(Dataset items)
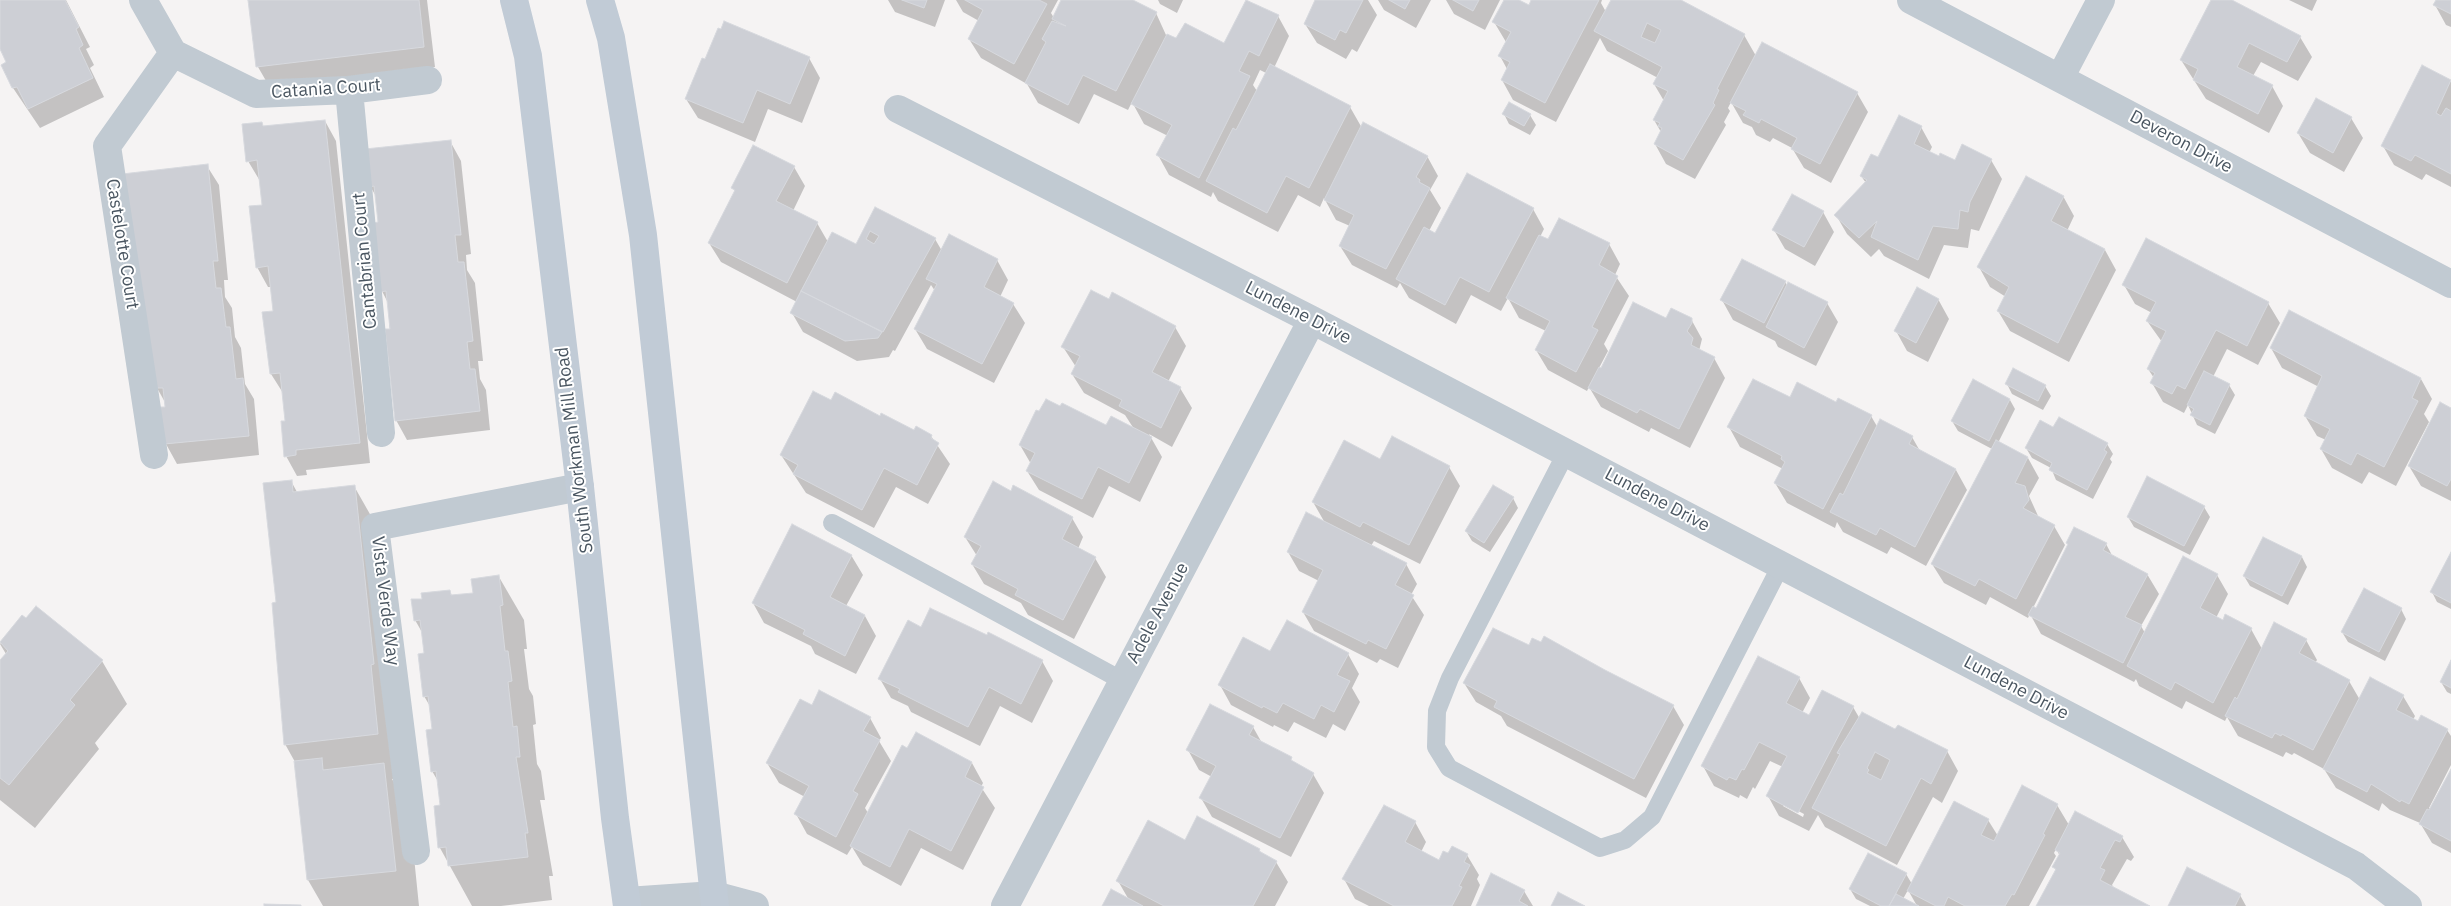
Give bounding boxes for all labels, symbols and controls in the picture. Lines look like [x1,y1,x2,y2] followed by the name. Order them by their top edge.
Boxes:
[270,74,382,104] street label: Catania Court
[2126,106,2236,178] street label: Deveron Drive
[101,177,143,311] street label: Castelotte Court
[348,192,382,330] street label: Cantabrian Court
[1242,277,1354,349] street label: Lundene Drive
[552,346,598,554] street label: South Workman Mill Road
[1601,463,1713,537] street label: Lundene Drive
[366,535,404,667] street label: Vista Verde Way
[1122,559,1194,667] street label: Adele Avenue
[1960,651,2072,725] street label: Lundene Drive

#### What the task asks:
Copy out all the entries exactly. Images stay out of the copy.

#### Response area:
Give bounding boxes for all labels, symbols and controls in the picture. Lines look like [x1,y1,x2,y2] followed by the name. Order them by their top edge.
Boxes:
[270,74,382,104] street label: Catania Court
[2126,106,2236,178] street label: Deveron Drive
[101,177,143,311] street label: Castelotte Court
[348,192,382,330] street label: Cantabrian Court
[1242,277,1354,349] street label: Lundene Drive
[552,346,598,554] street label: South Workman Mill Road
[1601,463,1713,537] street label: Lundene Drive
[366,535,404,667] street label: Vista Verde Way
[1122,559,1194,667] street label: Adele Avenue
[1960,651,2072,725] street label: Lundene Drive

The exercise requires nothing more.